Furthermore, this formalism also brings the Bogoliubov transformations. These are unitary and act by connecting thermal and non-thermal operators through a rotation in the double space. This implies that the thermal creation and annihilation operators act on \({\mathbb {H}}_T\) as

$$\begin{aligned} |m(\beta ),\tilde{n}(\beta )\rangle =\frac{1}{\sqrt{m!}}\frac{1}{\sqrt{n!}} (a^{\dagger }_\beta )^m(\tilde{a}^{\dagger }_\beta )^n|0(\beta )\rangle , \end{aligned}$$
(4)

where the \(\beta \) index represents the temperature dependence of the operators.

For fermions, whose creation and annihilation operators are \(a^{\dagger }(p)\) and a(p), respectively, there are the following transformations,

$$\begin{aligned} a^\dagger (p)= & {} U(\beta )a_\beta ^\dagger (p)+V(\beta )\tilde{a}_\beta (p);\nonumber \\ a(p)= & {} U(\beta )a_\beta (p)+V(\beta )\tilde{a}_\beta ^\dagger (p), \end{aligned}$$
(5)

where

$$\begin{aligned} U=\frac{1}{\sqrt{1+e^{-\beta E}}};\quad \quad V=\frac{1}{\sqrt{1+e^{\beta E}}}. \end{aligned}$$
(6)

The bosons follow similar thermal transformations, i.e.

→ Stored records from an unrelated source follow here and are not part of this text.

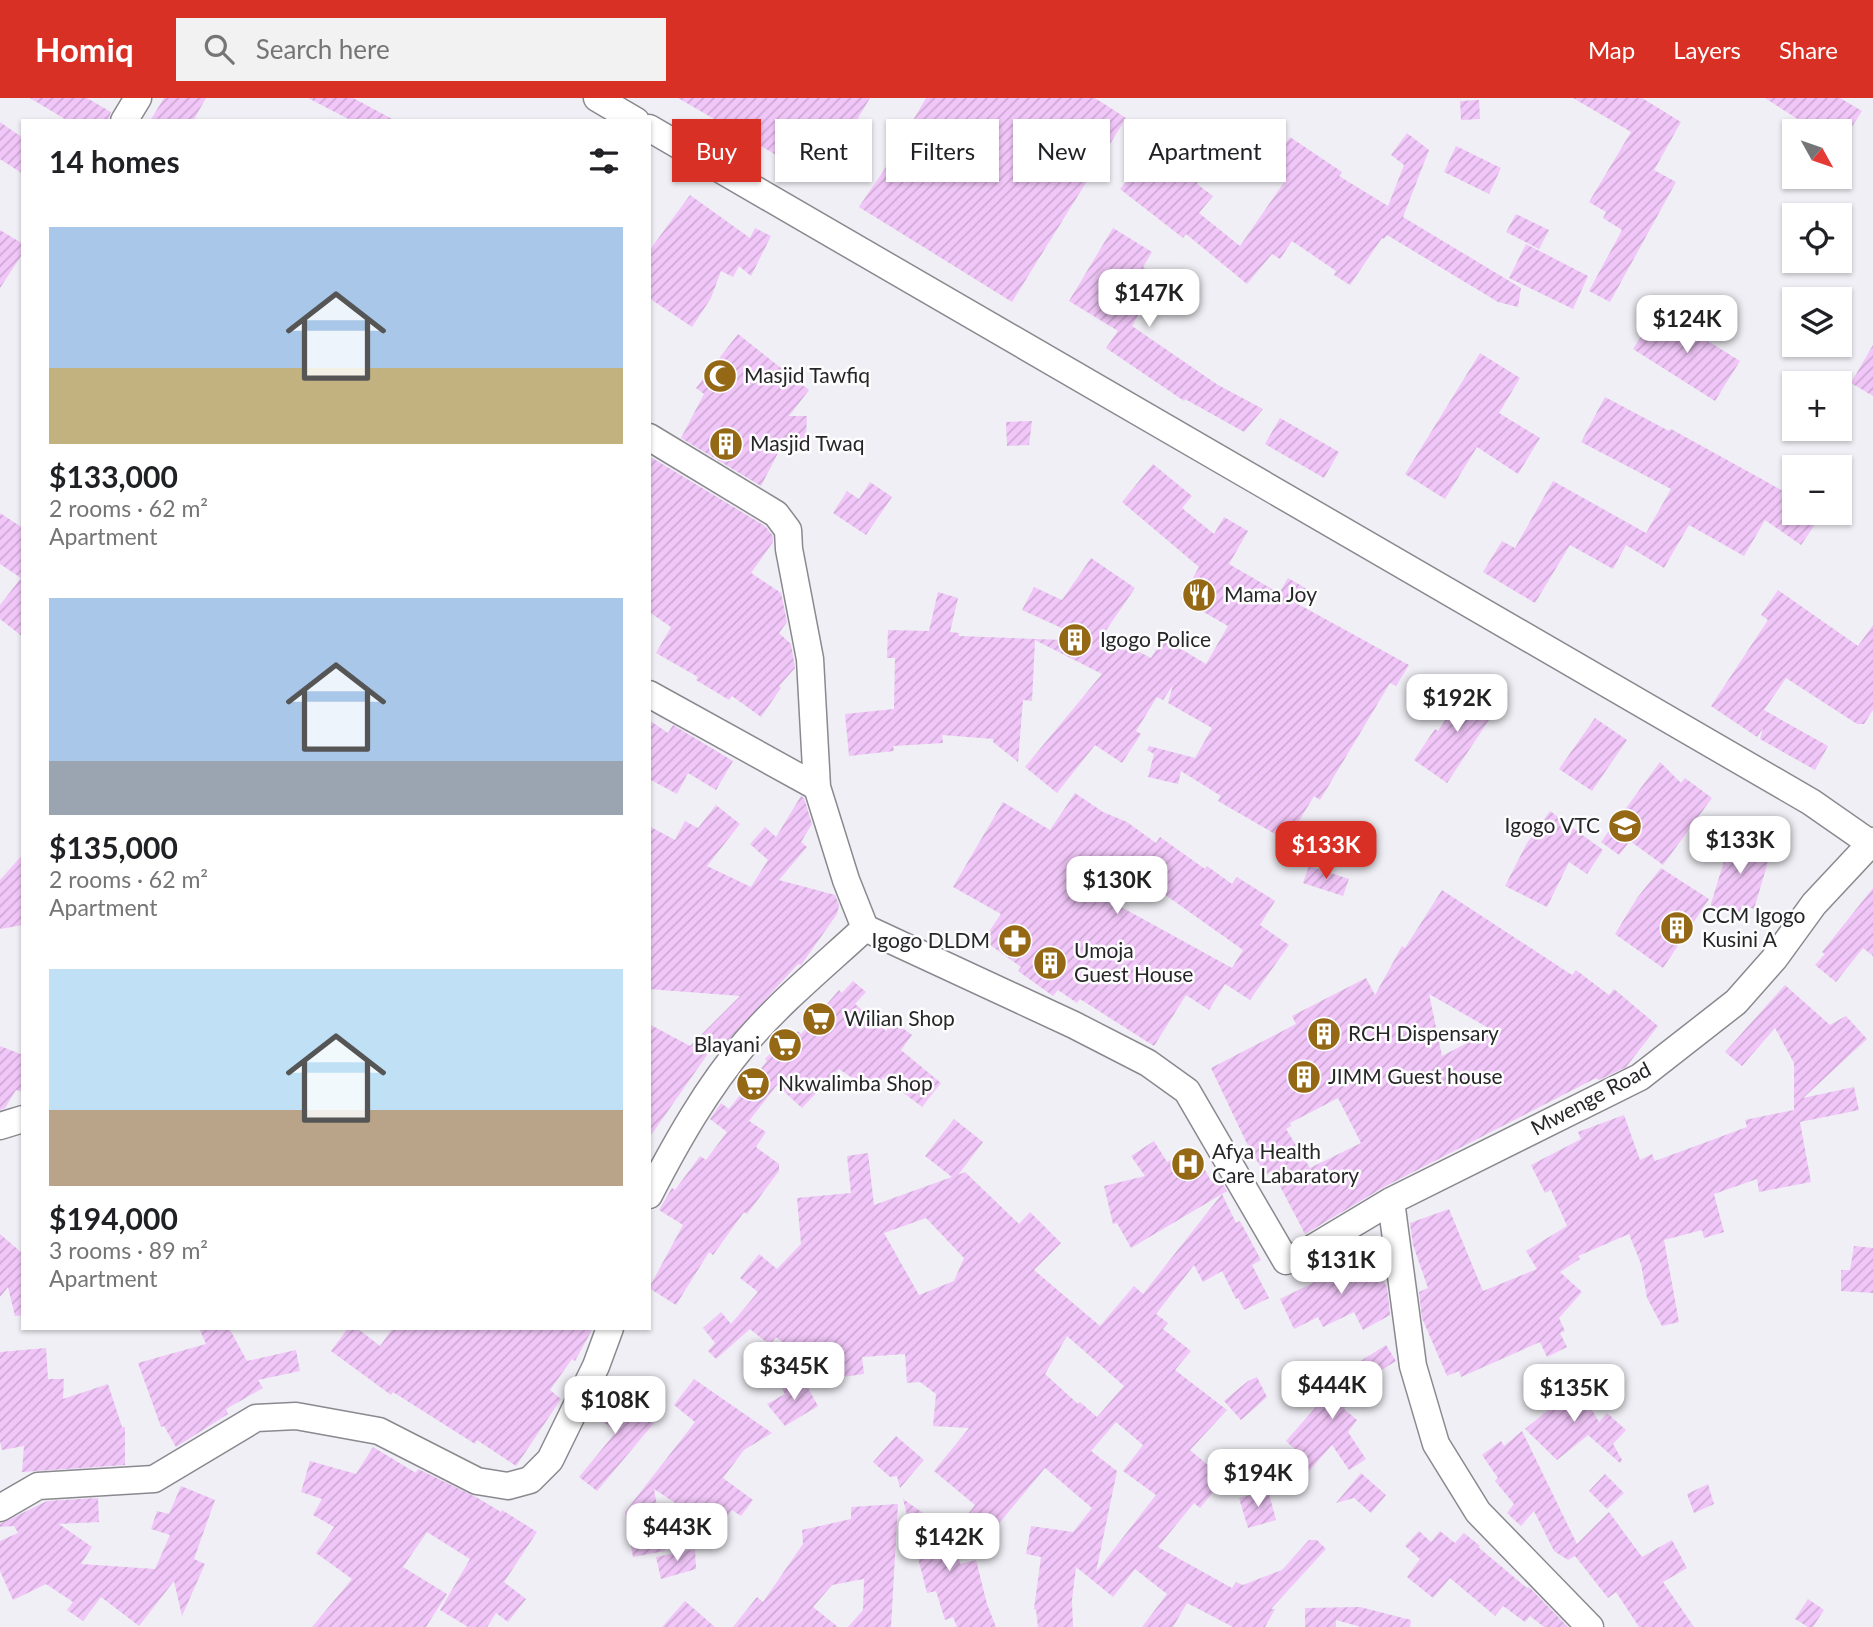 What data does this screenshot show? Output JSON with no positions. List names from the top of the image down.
{
  "streets": {
    "street": ["Mwenge Road"]
  },
  "places": {
    "mosque": ["Masjid Tawfiq"],
    "building": [
      "Masjid Twaq",
      "Igogo Police",
      "CCM Igogo Kusini A",
      "Umoja Guest House",
      "RCH Dispensary",
      "JIMM Guest house"
    ],
    "restaurant": ["Mama Joy"],
    "school or university": ["Igogo VTC"],
    "pharmacy": ["Igogo DLDM"],
    "supermarket": ["Wilian Shop", "Blayani", "Nkwalimba Shop"],
    "hospital": ["Afya Health Care Labaratory"]
  },
  "north": "bottom right",
  "page": {
    "header": "Homiq",
    "search": "Search here",
    "nav": ["Map", "Layers", "Share"],
    "map_buttons": ["+", "−"],
    "chip": [
      "Buy",
      "Rent",
      "Filters",
      "New",
      "Apartment"
    ],
    "heading": "14 homes",
    "list": [
      {
        "name": "$133,000",
        "note": "2 rooms · 62 m² · Apartment"
      },
      {
        "name": "$135,000",
        "note": "2 rooms · 62 m² · Apartment"
      },
      {
        "name": "$194,000",
        "note": "3 rooms · 89 m² · Apartment"
      }
    ],
    "price": [
      "$147K",
      "$124K",
      "$192K",
      "$133K",
      "$133K",
      "$130K",
      "$131K",
      "$345K",
      "$444K",
      "$135K",
      "$108K",
      "$194K",
      "$443K",
      "$142K"
    ]
  }
}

$$\begin{aligned} d^\dagger (p)= & {} U^{\prime }(\beta )d_\beta ^\dagger (k)+V^{\prime }(\beta )\tilde{d}_\beta (k);\nonumber \\ d(p)= & {} U^{\prime }(\beta )d_\beta (k)+V^{\prime }(\beta )\tilde{d}_\beta ^\dagger (k), \end{aligned}$$
(7)

in such a way that

$$\begin{aligned} U^{\prime }=\frac{1}{\sqrt{1-e^{-\beta E}}}; V^{\prime }=\frac{e^{-\beta E/2}}{\sqrt{1-e^{-\beta E}}}. \end{aligned}$$
(8)

With these definitions, the thermal operators of creation and annihilation of bosons (fermions) obey the following commutation (anti-commutation) relations in equal time

$$\begin{aligned} {[}d_\beta (k,\lambda ),d_\beta ^{\dagger }(k^{\prime },\lambda ^{\prime })]= & {} \frac{1}{N_{k}}\delta _{\lambda ,\lambda ^{\prime }}\delta ^3(\vec {k}-\vec {k}^\prime ),\nonumber \\ \{a_\beta (p,s),a_\beta ^{\dagger }(p^{\prime },s^{\prime })\}= & {} \frac{1}{N_{p}}\delta _{s,s^{\prime }}\delta ^3(\vec {p}-\vec {p}^\prime ), \end{aligned}$$
(9)

with \(N_p\) and \(N_k\) being normalization factors.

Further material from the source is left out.